Neurology - Multiple sclerosis Flashcards
What is multiple sclerosis
Chronic progressive demyelination of the neurones in the central nervous system
Caused by an inflammatory process involving the activation of immune cells against the myelin.
Pathophysiology of MS in more detail
Typically only the central nervous system (oligodendrocytes)
There is inflammation around the myelin and infiltration of immune cells that damage the myelin
This affects electrical signal transmission and results in symptoms
Lesions vary in their location over time - dissemination in time and space
What is the function of oligodendrocytes?

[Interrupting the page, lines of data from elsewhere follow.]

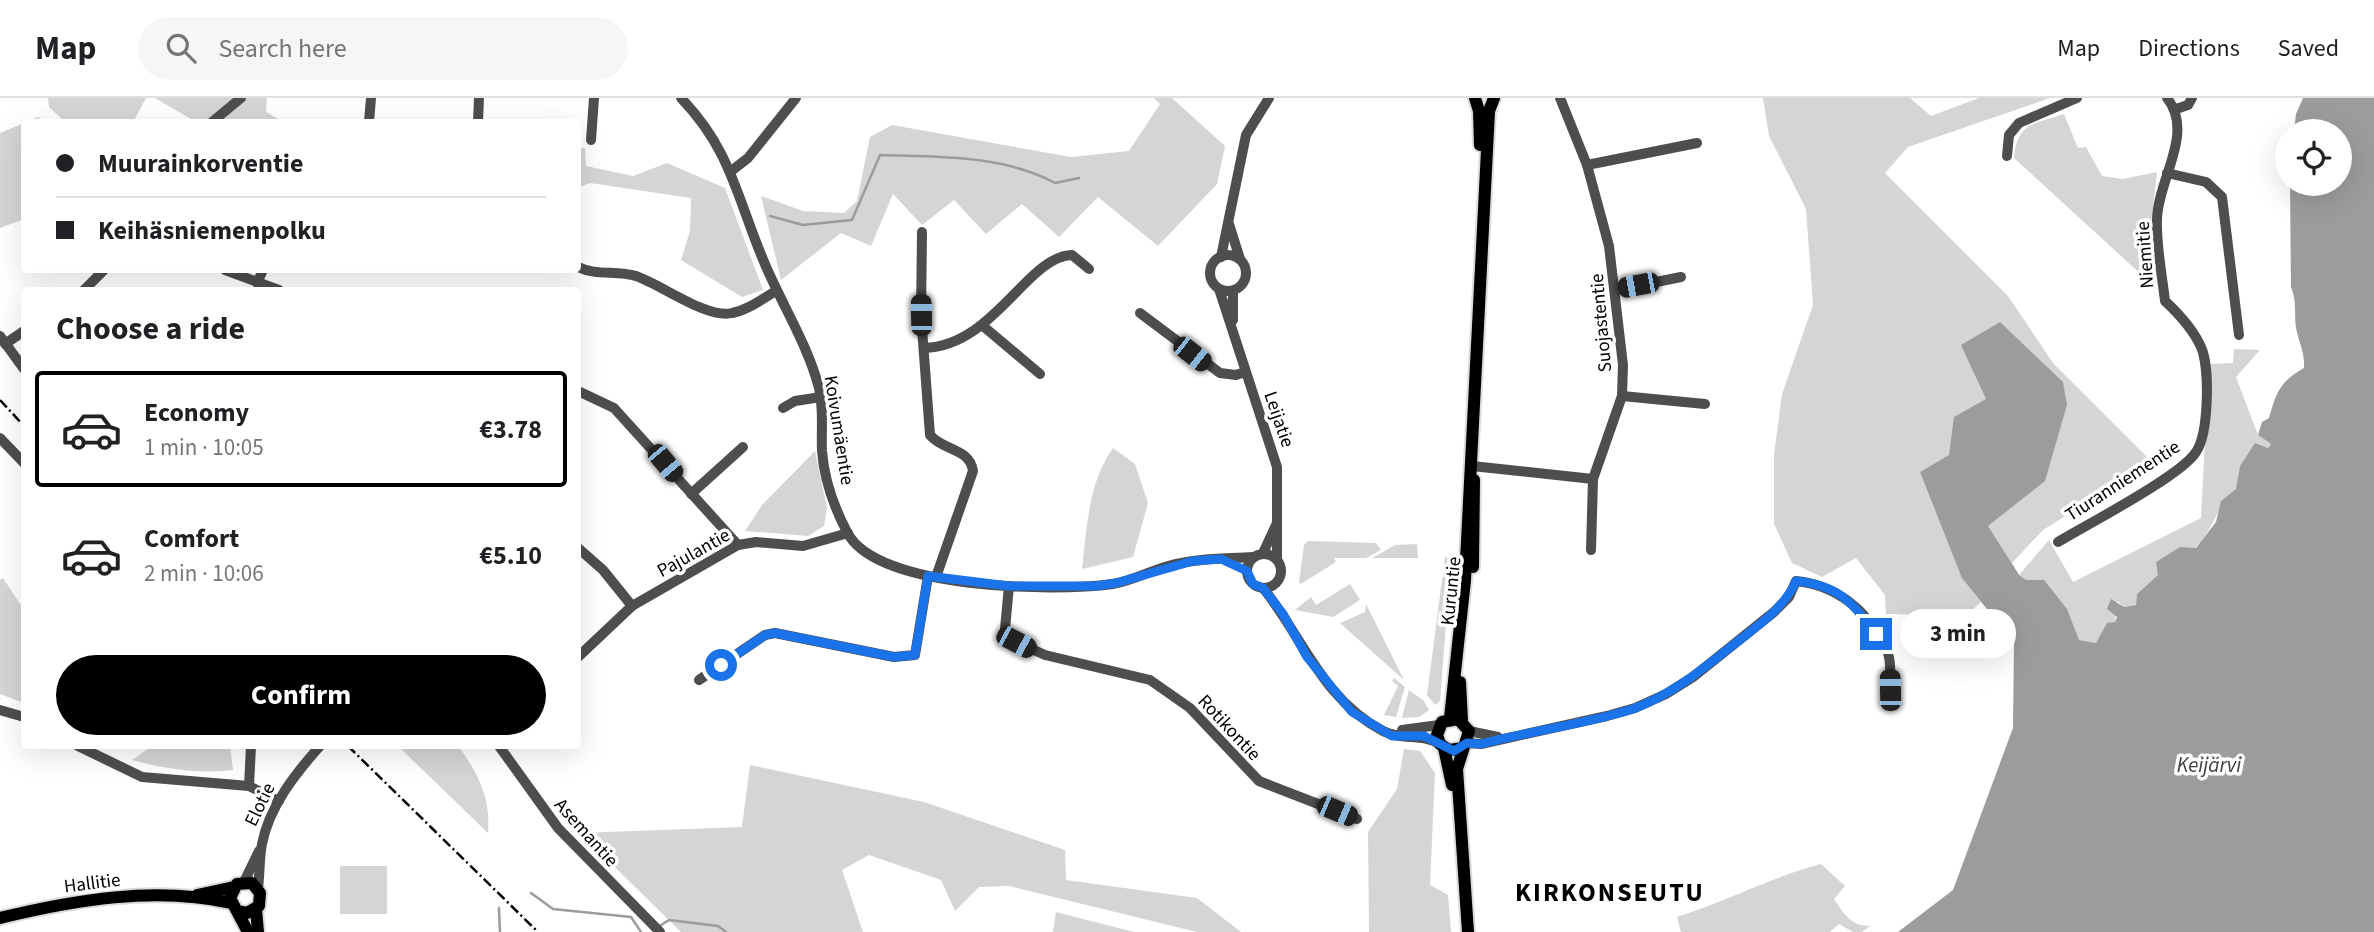 <!DOCTYPE html>
<meta charset="utf-8">
<style>
:root{--surface:#fff;--page:#f6f6f6;--text:#202124;--muted:#757577;--line:#e0e0e0;--accent:#000}
body{margin:0;font-family:"Source Sans 3",sans-serif;background:var(--page);color:var(--text);height:100vh;display:flex;flex-direction:column;font-size:26px;white-space:nowrap}
*{box-sizing:border-box;margin:0}
p{font-size:23px;color:var(--muted)}
.icon{flex:none;width:38px;height:38px;fill:none;stroke:currentColor;stroke-width:2;stroke-linecap:round;stroke-linejoin:round}
.map{position:relative;flex:1;overflow:hidden}
.sheet{position:absolute;left:21px;top:189px;width:560px;height:462px;display:flex;flex-direction:column;background:var(--surface);border-radius:7px;box-shadow:0 7px 28px #0002}
.sheet>*{flex:none}
.top-card{position:absolute;left:21px;top:21px;width:560px;height:154px;border-radius:7px;box-shadow:0 7px 28px #0002;display:grid;align-content:center;height:154px;padding:0 35px;background:var(--surface)}
.buttons{position:absolute;left:2275px;top:21px;display:grid;gap:14px}
.buttons a{display:grid;place-items:center;width:77px;height:77px;border-radius:50%;background:var(--surface);box-shadow:0 7px 28px #0002;font-size:35px}
.end{position:absolute;width:32px;height:32px;margin:-16px;border:9px solid #1a73e8;background:#fff;box-shadow:0 0 0 4px #fff}
.from{border-radius:50%}
.bubble{position:absolute;height:49px;border-radius:24px;background:var(--surface);box-shadow:0 7px 28px #0002;font-size:23px;font-weight:700;line-height:49px;text-align:center}
.car{position:absolute;width:21px;height:42px;margin:-21px -10px;border-radius:9px;box-shadow:0 0 5px 2px #0007;background:linear-gradient(#222 24%,#8ab4d8 0 40%,#222 0 76%,#8ab4d8 0 86%,#222 0)}
.top-card b{display:flex;align-items:center;gap:24px;height:66px;font-size:26px}
.top-card b+b{border-top:2px solid var(--line)}
.top-card i{width:18px;height:18px;background:var(--text)}
ul{padding:0;list-style:none}
li{display:flex;align-items:center;gap:21px;height:116px;margin:0 14px 10px;padding:0 21px;border:4px solid transparent;border-radius:7px}
li div{flex:1}
li b{display:block;font-size:26px}
li em{font-style:normal;font-weight:700}
li.active{border-color:var(--accent)}
li>.icon{width:63px;height:63px;stroke-width:1.5}
h2{padding:0 35px;font-size:32px;line-height:84px}
.cta{display:flex;gap:14px;margin-top:auto;padding:14px 35px}
.cta a{flex:1;height:80px;border-radius:42px;background:var(--accent);color:#fff;font-size:28px;font-weight:700;line-height:80px;text-align:center}
header{display:flex;align-items:center;gap:42px;box-sizing:border-box;height:98px;padding:0 35px;background:var(--surface);border-bottom:2px solid var(--line)}
header strong{font-size:33px}
nav{display:flex;gap:38px;margin-inline-start:auto;font-size:24px}
.search{width:490px;height:63px;background:var(--page);display:flex;align-items:center;gap:18px;box-sizing:border-box;padding:0 24px;border-radius:38px;color:var(--muted);font-size:26px}
.map>svg:first-child{display:block}
.green{fill:#d5d5d5}
.water{fill:#9c9c9c}
.lines{fill:none;stroke-linecap:round;stroke-linejoin:round}
.stream{stroke:#9c9c9c;stroke-width:2.5}
.major-casing{stroke:#dbdbdb;stroke-width:16}
.minor{stroke:#4e4e4e;stroke-width:10}
.major{stroke:#000;stroke-width:12}
.rail{stroke:#000;stroke-width:2.5;stroke-dasharray:10 3.5 2 3.5;stroke-linecap:butt}
.route{stroke:#1a73e8;stroke-width:9}
.labels{text-anchor:middle;stroke-width:7;stroke-linejoin:round;paint-order:stroke}
.street-label{font-size:19px;fill:#000;stroke:#fff}
.water-label{font-size:21px;font-style:italic;fill:#3d3d3d;stroke:#fff}
.district-label{font-size:26px;font-weight:bold;letter-spacing:2px;fill:#000;stroke:#fff}
</style>
<header>
<strong>Map</strong>
<div class="search"><svg class="icon" aria-label="search" viewBox="0 0 24 24"><circle cx="10" cy="10" r="6"/><path d="M15 15l6 6"/></svg>Search here</div>
<nav><a>Map</a><a>Directions</a><a>Saved</a></nav>
</header>
<div class="map">
<svg width="2374" height="834" viewBox="0 0 2374 834">
<rect width="100%" height="100%" fill="#fff"/>
<g class="green">
<polygon points="48,0 146,0 133,24 65,24 49,9"/>
<polygon points="155,0 267,0 266,14 284,24 196,24"/>
<polygon points="1154,0 1172,0 1225,48 1217,86 1158,148 1098,99 1059,139 1022,106 986,136 954,102 922,127 893,96 871,148 841,135 781,182 761,98 803,113 844,115 857,103 870,39 892,27 1071,59 1129,53 1160,6"/>
<path d="M 1763,0 L 1910,0 L 1931,18 L 1979,0 L 2050,0 L 1908,49 L 1885,75 L 2008,198 L 2053,265 L 2152,364 L 2043,432 L 2012,465 L 2019,477 L 2049,442 L 2073,484 L 2201,420 L 2209,266 L 2233,265 L 2234,251 L 2260,252 L 2236,279 L 2258,337 L 2271,346 L 2268,350 L 2255,346 L 2240,368 L 2237,391 C 2217,406 2215,429 2197,448 C 2181,466 2155,479 2137,496 L 2136,507 L 2124,509 L 2117,503 L 2115,524 L 2107,526 L 2096,546 L 2079,542 L 2014,544 L 1981,504 L 1965,518 L 1886,516 L 1885,497 L 1856,460 L 1822,479 L 1792,465 L 1774,426 L 1774,357 L 1782,296 L 1813,207 L 1806,111 L 1769,38 Z"/>
<path d="M 2064,16 L 2078,50 L 2086,49 L 2102,78 L 2123,81 L 2157,74 L 2149,144 L 2157,191 L 2014,60 C 2017,25 2034,26 2064,16 Z"/>
<polygon points="38,19 43,24 24,24 24,121 0,130 0,35"/>
<polygon points="585,50 586,68 633,78 667,65 725,90 763,192 742,199 681,162 690,133 691,100 590,85 578,90 578,51"/>
<path d="M 1113,350 L 1135,366 L 1148,405 L 1133,459 L 1082,471 C 1087,428 1088,386 1113,350 Z"/>
<polygon points="815,353 827,410 824,428 808,438 745,433 762,407"/>
<polygon points="1308,443 1376,445 1381,452 1366,460 1334,460 1336,464 1301,486 1299,484 1304,447"/>
<polygon points="1417,446 1418,460 1372,460 1395,447"/>
<polygon points="1445,459 1451,461 1440,603 1435,607 1427,597"/>
<polygon points="3,480 20,506 24,504 24,605 0,596 0,482"/>
<polygon points="1350,486 1360,502 1333,519 1295,512 1311,499 1316,507"/>
<polygon points="1366,506 1404,582 1340,525 1365,514"/>
<polygon points="1394,580 1405,589 1396,619 1384,617 1398,588 1392,583"/>
<polygon points="1409,592 1424,603 1429,612 1419,619 1402,620"/>
<path d="M 230,648 L 233,672 C 197,676 166,671 132,662 L 151,649 Z"/>
<path d="M 398,648 L 458,648 C 478,674 491,701 488,735 Z"/>
<polygon points="1404,651 1420,653 1435,675 1430,787 1448,797 1451,834 1369,834 1368,734 1397,691"/>
<polygon points="750,667 924,704 1065,752 1066,782 1197,800 1241,834 1197,834 1009,788 979,789 955,813 941,782 869,757 842,772 863,834 681,834 580,735 742,729"/>
<path d="M 1821,766 L 1845,788 L 1834,801 C 1844,816 1851,828 1870,828 L 1862,834 L 1853,834 L 1839,826 L 1830,834 L 1681,834 L 1677,819 C 1727,803 1771,779 1821,766 Z"/>
<rect x="340" y="768" width="47" height="48"/>
<polygon points="1056,814 1134,834 1053,834"/>
</g>
<path class="water" d="M 2303,0 L 2374,0 L 2374,834 L 1898,834 L 1953,792 L 2013,630 L 2014,544 L 1962,480 L 1920,374 L 1949,357 L 1954,319 L 1986,301 L 1961,247 L 2000,224 L 2063,284 L 2067,307 L 2045,383 L 1988,428 L 2019,477 L 2026,482 L 2044,482 L 2067,511 L 2079,542 L 2096,545 L 2107,525 L 2115,524 L 2117,519 L 2107,511 L 2111,501 L 2124,509 L 2136,507 L 2137,496 L 2158,477 L 2156,464 L 2180,449 L 2196,450 L 2216,424 L 2221,403 L 2236,391 L 2240,368 L 2255,345 L 2268,350 L 2271,346 L 2258,337 L 2262,324 L 2269,320 C 2276,295 2280,283 2304,270 C 2305,255 2299,245 2296,230 C 2294,216 2297,203 2291,189 L 2290,86 L 2340,86 L 2340,33 L 2294,33 L 2296,16 Z"/>
<g class="lines">
<g class="stream">
<path d="M 770,118 L 803,127 L 852,122 L 880,57 C 937,59 1004,57 1055,85 L 1079,80"/>
<polyline points="531,795 553,811 631,819 641,834"/>
<polyline points="499,810 500,834"/>
<polyline points="658,829 669,822 718,828 726,834"/>
</g>
<defs>
<g id="major">
<polyline points="1475,0 1479,13 1480,47"/>
<polyline points="1473,469 1474,382"/>
<polyline points="1460,584 1462,622"/>
<polyline points="1450,620 1465,482 1489,13 1494,0"/>
<polyline points="1444,650 1452,687"/>
<polyline points="1463,650 1449,652 1440,646 1437,637 1442,624 1458,621 1469,633 1457,671 1468,834"/>
<polyline points="197,797 234,789"/>
<polyline points="256,811 258,834"/>
<polyline points="237,813 247,815 259,808 260,795 252,785 237,786 230,800 248,834"/>
<path d="M 0,820 C 74,802 155,788 231,805"/>
</g>
</defs>
<use href="#major" class="major-casing"/>
<g class="minor">
<path d="M 681,0 C 730,51 736,96 762,159 C 779,202 807,244 819,290 C 824,310 821,332 822,353 C 824,381 834,409 847,434 C 876,492 1056,494 1113,486 C 1132,483 1150,473 1168,468 C 1196,460 1224,461 1253,459"/>
<polyline points="1560,0 1587,67 1609,148 1623,267 1622,298 1593,381 1591,452"/>
<polyline points="2176,11 2188,7 2192,0"/>
<polyline points="212,24 241,0"/>
<polyline points="369,24 371,0"/>
<polyline points="478,24 479,0"/>
<polyline points="591,42 594,0"/>
<polyline points="2007,58 2009,37 2019,25 2077,0"/>
<polyline points="1587,67 1697,45"/>
<polyline points="730,74 748,60 796,0"/>
<polyline points="2167,75 2206,84 2222,99 2239,237"/>
<polyline points="1229,126 1240,161"/>
<path d="M 922,134 L 921,217 L 930,337 C 943,353 970,350 973,373 L 936,479"/>
<circle cx="1228" cy="175" r="18"/>
<polyline points="1221,159 1246,37 1269,0"/>
<path d="M 578,169 C 596,178 617,172 636,178 C 662,187 707,221 732,215 C 748,212 762,201 776,193"/>
<polyline points="225,172 279,192"/>
<polyline points="257,185 263,172"/>
<polyline points="1219,191 1277,369 1277,462"/>
<polyline points="84,192 104,172"/>
<polyline points="1617,192 1681,179"/>
<polyline points="1233,193 1233,222"/>
<polyline points="1140,215 1220,275 1236,277 1245,274"/>
<polyline points="983,228 1040,276"/>
<polyline points="0,238 24,271"/>
<polyline points="5,246 24,233"/>
<path d="M 924,250 C 994,248 1027,158 1072,157 L 1089,171"/>
<polyline points="578,293 614,310 738,447"/>
<polyline points="1622,298 1705,306"/>
<polyline points="783,310 795,303 821,299"/>
<polyline points="0,340 24,365"/>
<polyline points="1472,368 1593,381"/>
<polyline points="691,396 743,349"/>
<path d="M 2058,444 C 2086,427 2181,378 2196,354 C 2209,335 2210,269 2201,249 C 2193,231 2179,216 2165,203 C 2162,176 2156,148 2157,121 C 2158,81 2195,35 2167,0"/>
<polyline points="578,450 603,472 632,508"/>
<polyline points="1263,455 1276,427"/>
<circle cx="1264" cy="473" r="17"/>
<polyline points="1009,488 1005,531 1016,544 1045,557 1150,582 1190,610 1259,683 1357,721"/>
<path d="M 1263,490 C 1303,540 1323,602 1383,633 C 1402,643 1421,635 1440,646"/>
<polyline points="578,559 632,508 738,447 756,444 803,448 848,435"/>
<polyline points="699,582 765,537 775,535 894,559 915,557 928,478"/>
<polyline points="0,612 24,619"/>
<polyline points="1402,632 1439,627"/>
<polyline points="1469,633 1498,639"/>
<path d="M 1467,645 L 1481,646 L 1607,618 L 1635,610 L 1666,596 L 1693,579 L 1774,514 L 1789,499 L 1796,483 C 1836,487 1867,512 1885,548 C 1892,560 1890,578 1890,592"/>
<polyline points="78,648 142,679 249,688 279,703"/>
<polyline points="499,648 558,730 660,834"/>
<polyline points="249,688 251,648"/>
<polyline points="244,784 259,753"/>
<path d="M 258,790 C 260,776 259,761 262,746 C 269,709 295,676 320,648"/>
</g>
<use href="#major" class="major"/>
<g class="rail">
<polyline points="0,302 24,328"/>
<polyline points="348,648 538,834"/>
</g>
</g>
<g class="lines">
<path class="route" d="M 721,567 L 765,537 L 775,535 L 894,559 L 915,557 L 928,478 L 1009,488 L 1096,488 L 1116,485 L 1193,463 L 1221,461 L 1247,473 L 1253,486 L 1263,490 L 1283,516 L 1307,559 L 1352,614 L 1392,638 L 1424,638 L 1454,653 L 1467,645 L 1481,646 C 1530,633 1586,626 1633,611 C 1672,597 1705,569 1737,544 C 1760,526 1784,510 1796,483 C 1838,487 1852,504 1876,536"/>
</g>
<g class="labels">
<g class="street-label">
<text transform="translate(2144 157) rotate(-94)" y="7">Niemitie</text>
<text transform="translate(1600 225) rotate(-95)" y="7">Suojastentie</text>
<text transform="translate(1280 321) rotate(71)" y="7">Leijatie</text>
<text transform="translate(840 332) rotate(81)" y="7">Koivumäentie</text>
<text transform="translate(2122 382) rotate(-33)" y="7">Tiuranniementie</text>
<text transform="translate(693 454) rotate(-29)" y="7">Pajulantie</text>
<text transform="translate(1450 493) rotate(-84)" y="7">Kuruntie</text>
<text transform="translate(1230 629) rotate(47)" y="7">Rotikontie</text>
<text transform="translate(259 706) rotate(-64)" y="7">Elotie</text>
<text transform="translate(587 734) rotate(48)" y="7">Asemantie</text>
<text transform="translate(92 784) rotate(-7)" y="7">Hallitie</text>
</g>
<g class="water-label">
<text x="2209" y="674">Keijärvi</text>
</g>
<g class="district-label">
<text x="1610" y="803">KIRKONSEUTU</text>
</g>
</g>
</svg>
<div class="buttons">
<a><svg class="icon" aria-label="locate" viewBox="0 0 24 24"><circle cx="12" cy="12" r="6"/><path d="M12 2v4M12 18v4M2 12h4M18 12h4"/></svg></a>
</div>
<i class="end from" style="left:721px;top:567px"></i>
<i class="end" style="left:1876px;top:536px"></i>
<div class="bubble" style="left:1900px;top:511px;width:116px">3 min</div>
<i class="car" style="left:1638px;top:187px;rotate:259deg"></i>
<i class="car" style="left:921px;top:217px;rotate:359deg"></i>
<i class="car" style="left:1192px;top:256px;rotate:128deg"></i>
<i class="car" style="left:665px;top:365px;rotate:140deg"></i>
<i class="car" style="left:1016px;top:544px;rotate:118deg"></i>
<i class="car" style="left:1890px;top:592px;rotate:359deg"></i>
<i class="car" style="left:1337px;top:713px;rotate:113deg"></i>
<div class="top-card">
<b><i class="from"></i>Muurainkorventie</b>
<b><i></i>Keihäsniemenpolku</b>
</div>
<section class="sheet">
<h2>Choose a ride</h2>
<ul>
<li class="active"><svg class="icon" aria-label="car" viewBox="0 0 24 24"><path d="M5 17H2v-5l4-1 3-4h7l3 4 3 1v5h-3M9 17h6M6 11h13"/><circle cx="7" cy="17" r="2"/><circle cx="17" cy="17" r="2"/></svg><div><b>Economy</b><p>1 min · 10:05</p></div><em>€3.78</em></li>
<li><svg class="icon" aria-label="car" viewBox="0 0 24 24"><path d="M5 17H2v-5l4-1 3-4h7l3 4 3 1v5h-3M9 17h6M6 11h13"/><circle cx="7" cy="17" r="2"/><circle cx="17" cy="17" r="2"/></svg><div><b>Comfort</b><p>2 min · 10:06</p></div><em>€5.10</em></li>
</ul>
<div class="cta"><a>Confirm</a></div>
</section>
</div>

Produce myelin to wrap around the axons
Causes of MS
Cause of demyelination is unclear but it may be influenced by a combination of:
- Multiple genes
- EBV
- Low vitamin D
- Smoking
- Obesity
Is demyelination in MS permanent?
In early disease, re-myelination can occur and symptoms can resolve.
In the later stages of the disease, re-myelination is incomplete and symptoms gradually become more permanent.
Signs and symptoms of MS - broad
Optic neuritis - most common
Eye movement abnormalities
Focal weakness
Focal sensory symptoms
Ataxia
Depression/labile mood
Speech/swallowing difficulties
Bowel/bladder dysfunction
What is the presentation of optic neuritis?
Unilateral reduced vision over hours to days
Central scotoma (enlarged blind spot)
Pain on eye movement
Impaired colour vision
RAPD
What things other than MS can cause optic neuritis?
Sarcoidosis SLE Diabetes Syphilis Measles Mumps Lyme disease
How is optic neuritis treated?
Steroids
What eye movement abnormalities can occur in MS?
6th nerve lesions can occur - Can cause double vision
Unilateral lesions can cause intranuclear ophthalmoplegia
Lesions can also cause conjugate lateral gaze disorders
What is intranuclear ophthalmoplegia
Internuclear refers to the nerve fibres that connect between the cranial nerve nuclei that control eye movements (3rd, 4th and 6th cranial nerve nuclei). This is an interneuron called the medial longitudinal fasciculus (MLF).
The internuclear nerve fibres are responsible for coordinating the eye movements to ensure the eyes move together.
Ophthalmoplegia means a problem with the muscles around the eye.
INO is a conjugate lateral gaze palsy
What is conjugate lateral gaze palsy?
Inability of both the eyes to look together to the side
In the affected eye the eye will not abduct, whereas the unaffected eye will adduct to the nose
Nystagmus is usually observed with the abduction of the contralateral eye, as it tries to normalise the two discordant images being sent to the brain simultaneously
What focal weakness problems can occur?
Bells Palsy
Horners syndrome
Limb paralysis
Incontinence
What focal sensory symptoms can occur?
Trigeminal neuralgia
Numbness
Paraesthesia (pins and needles)
Lhermitte’s sign
What is Lhermitte’s sign?
An electric shock sensation that travels down the spine and into the limbs when flexing the neck.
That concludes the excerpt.